[Saved data entries]

---*---

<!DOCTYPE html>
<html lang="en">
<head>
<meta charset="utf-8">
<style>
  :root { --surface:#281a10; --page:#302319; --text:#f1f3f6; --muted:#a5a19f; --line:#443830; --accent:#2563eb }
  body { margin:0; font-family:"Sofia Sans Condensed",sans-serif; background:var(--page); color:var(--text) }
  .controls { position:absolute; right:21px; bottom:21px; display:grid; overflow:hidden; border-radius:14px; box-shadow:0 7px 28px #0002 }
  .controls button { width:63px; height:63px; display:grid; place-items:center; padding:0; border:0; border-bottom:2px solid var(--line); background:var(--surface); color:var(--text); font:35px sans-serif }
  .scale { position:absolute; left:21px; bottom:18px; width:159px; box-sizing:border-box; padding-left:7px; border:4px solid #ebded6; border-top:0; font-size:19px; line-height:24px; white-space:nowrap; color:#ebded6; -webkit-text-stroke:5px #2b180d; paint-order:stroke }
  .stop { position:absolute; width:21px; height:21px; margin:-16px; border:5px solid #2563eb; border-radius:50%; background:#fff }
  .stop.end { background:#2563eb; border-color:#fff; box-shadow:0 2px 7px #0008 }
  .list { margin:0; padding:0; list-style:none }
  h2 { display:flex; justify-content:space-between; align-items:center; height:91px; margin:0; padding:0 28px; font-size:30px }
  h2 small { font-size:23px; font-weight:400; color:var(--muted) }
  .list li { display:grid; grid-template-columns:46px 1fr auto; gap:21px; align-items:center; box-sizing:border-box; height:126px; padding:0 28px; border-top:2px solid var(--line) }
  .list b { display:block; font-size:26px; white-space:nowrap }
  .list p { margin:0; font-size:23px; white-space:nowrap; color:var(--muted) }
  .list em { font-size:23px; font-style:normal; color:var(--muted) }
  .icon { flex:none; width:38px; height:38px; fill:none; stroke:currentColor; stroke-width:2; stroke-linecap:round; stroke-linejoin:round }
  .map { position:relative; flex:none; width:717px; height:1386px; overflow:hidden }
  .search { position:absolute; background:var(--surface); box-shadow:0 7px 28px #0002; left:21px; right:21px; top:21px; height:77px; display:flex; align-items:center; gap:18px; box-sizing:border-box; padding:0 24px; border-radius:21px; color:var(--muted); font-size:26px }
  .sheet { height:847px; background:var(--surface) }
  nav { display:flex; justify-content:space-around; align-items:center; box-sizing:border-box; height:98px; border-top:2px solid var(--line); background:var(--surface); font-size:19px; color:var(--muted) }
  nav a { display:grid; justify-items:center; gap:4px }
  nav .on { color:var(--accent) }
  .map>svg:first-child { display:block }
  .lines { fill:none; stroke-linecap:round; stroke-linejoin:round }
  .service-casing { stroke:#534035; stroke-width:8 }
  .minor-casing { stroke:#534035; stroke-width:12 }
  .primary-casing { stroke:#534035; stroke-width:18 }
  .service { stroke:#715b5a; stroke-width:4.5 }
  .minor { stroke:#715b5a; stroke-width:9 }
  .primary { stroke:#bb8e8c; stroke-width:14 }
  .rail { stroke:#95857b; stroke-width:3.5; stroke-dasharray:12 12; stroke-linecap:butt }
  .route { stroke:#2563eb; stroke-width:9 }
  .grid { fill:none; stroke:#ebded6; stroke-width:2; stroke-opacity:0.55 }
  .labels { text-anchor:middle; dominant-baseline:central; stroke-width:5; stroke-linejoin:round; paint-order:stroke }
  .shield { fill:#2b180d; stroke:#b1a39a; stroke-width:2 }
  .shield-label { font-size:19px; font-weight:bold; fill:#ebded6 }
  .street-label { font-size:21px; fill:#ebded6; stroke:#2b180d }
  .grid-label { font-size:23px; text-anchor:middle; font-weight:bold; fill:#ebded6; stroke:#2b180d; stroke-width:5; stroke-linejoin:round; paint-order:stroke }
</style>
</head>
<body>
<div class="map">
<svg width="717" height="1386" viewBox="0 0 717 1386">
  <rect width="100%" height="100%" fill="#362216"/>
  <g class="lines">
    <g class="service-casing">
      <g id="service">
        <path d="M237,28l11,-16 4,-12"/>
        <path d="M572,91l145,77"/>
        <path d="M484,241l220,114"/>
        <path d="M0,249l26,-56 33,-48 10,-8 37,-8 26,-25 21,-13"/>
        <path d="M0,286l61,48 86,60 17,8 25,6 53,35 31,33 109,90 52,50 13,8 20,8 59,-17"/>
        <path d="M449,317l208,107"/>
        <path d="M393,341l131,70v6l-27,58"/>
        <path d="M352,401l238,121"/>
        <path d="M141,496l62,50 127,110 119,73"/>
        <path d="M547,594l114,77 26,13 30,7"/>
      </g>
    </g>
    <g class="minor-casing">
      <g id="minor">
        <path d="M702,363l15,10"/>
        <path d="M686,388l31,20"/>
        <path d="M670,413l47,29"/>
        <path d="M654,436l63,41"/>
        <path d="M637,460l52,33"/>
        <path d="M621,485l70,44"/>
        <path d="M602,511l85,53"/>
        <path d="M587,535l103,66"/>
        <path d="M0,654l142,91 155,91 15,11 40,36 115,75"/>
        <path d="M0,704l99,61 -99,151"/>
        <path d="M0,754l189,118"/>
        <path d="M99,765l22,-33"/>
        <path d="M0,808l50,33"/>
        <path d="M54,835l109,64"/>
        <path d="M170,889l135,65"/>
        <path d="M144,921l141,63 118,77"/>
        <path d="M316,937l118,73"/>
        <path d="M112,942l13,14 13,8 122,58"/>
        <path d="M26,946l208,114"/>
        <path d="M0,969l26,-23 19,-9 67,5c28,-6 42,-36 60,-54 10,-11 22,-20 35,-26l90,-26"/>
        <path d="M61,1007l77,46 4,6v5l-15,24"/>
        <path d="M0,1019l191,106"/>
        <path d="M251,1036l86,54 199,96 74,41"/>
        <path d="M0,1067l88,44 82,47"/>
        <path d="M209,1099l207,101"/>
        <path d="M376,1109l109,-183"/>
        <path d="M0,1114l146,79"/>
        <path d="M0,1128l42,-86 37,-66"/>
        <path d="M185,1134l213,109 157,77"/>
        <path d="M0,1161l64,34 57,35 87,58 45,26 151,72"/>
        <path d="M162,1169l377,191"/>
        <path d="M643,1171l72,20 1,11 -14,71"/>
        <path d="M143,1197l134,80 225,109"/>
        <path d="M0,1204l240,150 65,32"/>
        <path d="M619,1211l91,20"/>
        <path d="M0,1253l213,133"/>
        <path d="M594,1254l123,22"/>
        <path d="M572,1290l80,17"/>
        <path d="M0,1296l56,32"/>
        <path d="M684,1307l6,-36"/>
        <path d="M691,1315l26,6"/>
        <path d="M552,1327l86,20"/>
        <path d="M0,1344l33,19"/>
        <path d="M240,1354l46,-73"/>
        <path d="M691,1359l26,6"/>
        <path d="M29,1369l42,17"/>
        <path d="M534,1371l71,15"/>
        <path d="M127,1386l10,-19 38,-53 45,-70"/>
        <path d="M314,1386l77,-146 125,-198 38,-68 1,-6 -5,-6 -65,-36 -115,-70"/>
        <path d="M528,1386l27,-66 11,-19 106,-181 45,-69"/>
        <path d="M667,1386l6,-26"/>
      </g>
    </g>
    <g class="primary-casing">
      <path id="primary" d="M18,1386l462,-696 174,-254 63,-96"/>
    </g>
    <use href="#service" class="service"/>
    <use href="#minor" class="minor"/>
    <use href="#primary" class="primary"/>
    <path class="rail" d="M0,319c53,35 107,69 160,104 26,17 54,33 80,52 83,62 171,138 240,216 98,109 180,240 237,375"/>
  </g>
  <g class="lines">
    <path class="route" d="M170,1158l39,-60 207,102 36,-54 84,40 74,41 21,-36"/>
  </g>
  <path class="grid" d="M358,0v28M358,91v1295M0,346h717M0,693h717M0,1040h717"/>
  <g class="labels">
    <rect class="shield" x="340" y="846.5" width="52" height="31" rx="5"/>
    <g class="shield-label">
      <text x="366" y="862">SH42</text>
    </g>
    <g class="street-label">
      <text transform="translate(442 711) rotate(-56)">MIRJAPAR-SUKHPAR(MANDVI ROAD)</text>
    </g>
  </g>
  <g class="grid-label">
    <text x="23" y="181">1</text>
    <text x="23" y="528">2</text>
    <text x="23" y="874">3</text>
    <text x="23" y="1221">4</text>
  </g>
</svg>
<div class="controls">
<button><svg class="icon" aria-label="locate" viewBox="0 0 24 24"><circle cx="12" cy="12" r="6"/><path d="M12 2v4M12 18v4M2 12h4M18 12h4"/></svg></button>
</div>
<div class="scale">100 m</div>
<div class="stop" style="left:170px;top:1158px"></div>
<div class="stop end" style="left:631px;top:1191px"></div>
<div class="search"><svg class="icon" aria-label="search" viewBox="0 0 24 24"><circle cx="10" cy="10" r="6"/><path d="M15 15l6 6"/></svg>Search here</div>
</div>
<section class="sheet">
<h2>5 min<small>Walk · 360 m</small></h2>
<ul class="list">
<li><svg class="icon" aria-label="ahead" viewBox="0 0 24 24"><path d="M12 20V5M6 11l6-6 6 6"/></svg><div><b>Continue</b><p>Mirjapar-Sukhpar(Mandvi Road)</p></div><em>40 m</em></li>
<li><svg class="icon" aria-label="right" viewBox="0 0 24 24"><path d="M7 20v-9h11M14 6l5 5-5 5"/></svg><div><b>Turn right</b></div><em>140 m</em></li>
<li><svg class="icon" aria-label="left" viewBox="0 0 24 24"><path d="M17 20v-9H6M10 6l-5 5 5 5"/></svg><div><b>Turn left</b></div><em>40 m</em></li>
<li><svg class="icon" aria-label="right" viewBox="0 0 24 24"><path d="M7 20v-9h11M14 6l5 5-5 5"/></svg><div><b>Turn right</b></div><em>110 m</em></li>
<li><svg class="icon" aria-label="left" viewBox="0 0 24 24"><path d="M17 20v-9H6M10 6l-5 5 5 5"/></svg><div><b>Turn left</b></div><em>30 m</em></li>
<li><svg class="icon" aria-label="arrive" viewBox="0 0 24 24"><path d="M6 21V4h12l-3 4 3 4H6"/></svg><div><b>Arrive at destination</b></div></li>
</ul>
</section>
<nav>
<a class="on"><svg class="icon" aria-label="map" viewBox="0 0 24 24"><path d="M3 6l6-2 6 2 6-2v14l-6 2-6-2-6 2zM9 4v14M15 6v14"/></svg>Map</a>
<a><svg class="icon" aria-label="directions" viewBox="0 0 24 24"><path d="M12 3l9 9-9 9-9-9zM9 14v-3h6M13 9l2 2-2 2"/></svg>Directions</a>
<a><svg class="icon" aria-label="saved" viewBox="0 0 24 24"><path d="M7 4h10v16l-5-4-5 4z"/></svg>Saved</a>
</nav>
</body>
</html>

---*---

◆ PROBLEM DETAILS ◆
Begin with the first line of the data above and, please, print each line exactly until you have printed the line containing "margin:0; padding:0; list-style:none"; print nothing else.

◆ REPLY ◆
<!DOCTYPE html>
<html lang="en">
<head>
<meta charset="utf-8">
<style>
  :root { --surface:#281a10; --page:#302319; --text:#f1f3f6; --muted:#a5a19f; --line:#443830; --accent:#2563eb }
  body { margin:0; font-family:"Sofia Sans Condensed",sans-serif; background:var(--page); color:var(--text) }
  .controls { position:absolute; right:21px; bottom:21px; display:grid; overflow:hidden; border-radius:14px; box-shadow:0 7px 28px #0002 }
  .controls button { width:63px; height:63px; display:grid; place-items:center; padding:0; border:0; border-bottom:2px solid var(--line); background:var(--surface); color:var(--text); font:35px sans-serif }
  .scale { position:absolute; left:21px; bottom:18px; width:159px; box-sizing:border-box; padding-left:7px; border:4px solid #ebded6; border-top:0; font-size:19px; line-height:24px; white-space:nowrap; color:#ebded6; -webkit-text-stroke:5px #2b180d; paint-order:stroke }
  .stop { position:absolute; width:21px; height:21px; margin:-16px; border:5px solid #2563eb; border-radius:50%; background:#fff }
  .stop.end { background:#2563eb; border-color:#fff; box-shadow:0 2px 7px #0008 }
  .list { margin:0; padding:0; list-style:none }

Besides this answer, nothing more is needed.